What is required.
Below are entries; copy exactly the lines from the one with "I am building a map index. Summarize" through the one with "For a GIS import: Parse", both included, and leave out the rest.

╭──

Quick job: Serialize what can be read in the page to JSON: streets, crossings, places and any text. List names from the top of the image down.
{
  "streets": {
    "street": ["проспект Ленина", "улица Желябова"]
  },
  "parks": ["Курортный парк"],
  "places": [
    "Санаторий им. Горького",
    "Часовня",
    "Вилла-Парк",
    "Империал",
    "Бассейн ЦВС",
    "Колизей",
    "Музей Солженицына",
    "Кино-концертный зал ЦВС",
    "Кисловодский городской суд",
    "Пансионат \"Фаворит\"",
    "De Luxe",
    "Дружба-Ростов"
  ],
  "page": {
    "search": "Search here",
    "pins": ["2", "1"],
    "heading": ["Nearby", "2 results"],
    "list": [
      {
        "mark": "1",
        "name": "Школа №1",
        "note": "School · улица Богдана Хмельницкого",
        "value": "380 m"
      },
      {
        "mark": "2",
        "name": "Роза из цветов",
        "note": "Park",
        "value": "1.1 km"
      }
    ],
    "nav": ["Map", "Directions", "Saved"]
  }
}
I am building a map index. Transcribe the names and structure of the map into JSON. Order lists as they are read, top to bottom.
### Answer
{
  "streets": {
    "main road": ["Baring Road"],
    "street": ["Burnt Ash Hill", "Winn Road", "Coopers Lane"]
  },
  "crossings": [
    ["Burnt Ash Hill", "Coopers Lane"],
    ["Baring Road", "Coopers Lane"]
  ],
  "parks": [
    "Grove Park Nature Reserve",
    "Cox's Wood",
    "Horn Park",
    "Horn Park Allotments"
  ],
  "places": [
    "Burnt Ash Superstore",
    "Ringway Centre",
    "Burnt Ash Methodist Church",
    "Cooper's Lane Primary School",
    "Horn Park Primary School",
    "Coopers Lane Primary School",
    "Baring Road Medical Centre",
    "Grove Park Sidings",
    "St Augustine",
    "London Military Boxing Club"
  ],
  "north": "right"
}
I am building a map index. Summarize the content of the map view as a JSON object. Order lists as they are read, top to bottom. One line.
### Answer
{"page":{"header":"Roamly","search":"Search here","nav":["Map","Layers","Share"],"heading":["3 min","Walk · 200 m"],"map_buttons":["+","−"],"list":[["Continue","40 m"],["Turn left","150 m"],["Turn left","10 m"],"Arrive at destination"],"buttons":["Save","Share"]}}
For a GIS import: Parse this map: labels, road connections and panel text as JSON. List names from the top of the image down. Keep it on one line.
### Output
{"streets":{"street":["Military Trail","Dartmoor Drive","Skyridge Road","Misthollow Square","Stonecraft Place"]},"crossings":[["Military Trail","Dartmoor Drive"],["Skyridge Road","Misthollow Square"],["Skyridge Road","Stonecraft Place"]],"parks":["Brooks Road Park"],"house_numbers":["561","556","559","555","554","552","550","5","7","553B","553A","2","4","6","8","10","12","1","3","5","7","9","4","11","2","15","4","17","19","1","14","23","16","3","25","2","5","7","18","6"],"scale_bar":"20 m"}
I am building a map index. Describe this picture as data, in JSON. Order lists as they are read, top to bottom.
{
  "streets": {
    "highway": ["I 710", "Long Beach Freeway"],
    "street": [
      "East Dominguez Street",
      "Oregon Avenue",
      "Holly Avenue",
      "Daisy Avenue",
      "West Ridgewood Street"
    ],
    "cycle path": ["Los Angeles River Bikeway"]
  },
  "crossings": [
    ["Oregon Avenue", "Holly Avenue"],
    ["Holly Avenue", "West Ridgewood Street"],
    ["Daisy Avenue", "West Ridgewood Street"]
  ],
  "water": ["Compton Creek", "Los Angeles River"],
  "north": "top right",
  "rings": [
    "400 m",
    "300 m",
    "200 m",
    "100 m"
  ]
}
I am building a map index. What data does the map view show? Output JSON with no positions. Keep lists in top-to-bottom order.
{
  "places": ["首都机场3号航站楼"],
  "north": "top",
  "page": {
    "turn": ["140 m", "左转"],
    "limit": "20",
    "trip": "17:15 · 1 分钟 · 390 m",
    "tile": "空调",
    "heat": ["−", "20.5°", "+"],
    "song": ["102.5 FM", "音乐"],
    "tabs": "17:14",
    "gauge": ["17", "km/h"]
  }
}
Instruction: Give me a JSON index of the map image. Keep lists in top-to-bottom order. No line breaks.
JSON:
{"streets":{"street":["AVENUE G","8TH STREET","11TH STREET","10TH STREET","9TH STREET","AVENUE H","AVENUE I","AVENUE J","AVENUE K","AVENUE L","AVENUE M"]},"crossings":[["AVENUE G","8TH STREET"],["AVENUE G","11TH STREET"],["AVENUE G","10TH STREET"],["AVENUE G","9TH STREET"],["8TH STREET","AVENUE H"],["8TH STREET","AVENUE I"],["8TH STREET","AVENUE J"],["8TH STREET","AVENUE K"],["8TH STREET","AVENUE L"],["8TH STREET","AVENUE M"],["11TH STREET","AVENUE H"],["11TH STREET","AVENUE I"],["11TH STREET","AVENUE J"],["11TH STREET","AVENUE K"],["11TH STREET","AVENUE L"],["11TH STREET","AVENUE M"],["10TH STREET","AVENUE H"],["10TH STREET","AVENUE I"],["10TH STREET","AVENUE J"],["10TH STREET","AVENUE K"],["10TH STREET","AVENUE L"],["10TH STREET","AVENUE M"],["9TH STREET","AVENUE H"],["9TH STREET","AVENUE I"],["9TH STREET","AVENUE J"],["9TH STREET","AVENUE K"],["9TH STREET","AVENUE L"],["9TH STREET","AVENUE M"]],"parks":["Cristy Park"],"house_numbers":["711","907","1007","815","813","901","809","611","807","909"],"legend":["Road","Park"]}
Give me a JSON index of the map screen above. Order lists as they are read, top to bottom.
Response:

╰──

Result below.
I am building a map index. Summarize the content of the map view as a JSON object. Order lists as they are read, top to bottom. One line.
### Answer
{"page":{"header":"Roamly","search":"Search here","nav":["Map","Layers","Share"],"heading":["3 min","Walk · 200 m"],"map_buttons":["+","−"],"list":[["Continue","40 m"],["Turn left","150 m"],["Turn left","10 m"],"Arrive at destination"],"buttons":["Save","Share"]}}
For a GIS import: Parse this map: labels, road connections and panel text as JSON. List names from the top of the image down. Keep it on one line.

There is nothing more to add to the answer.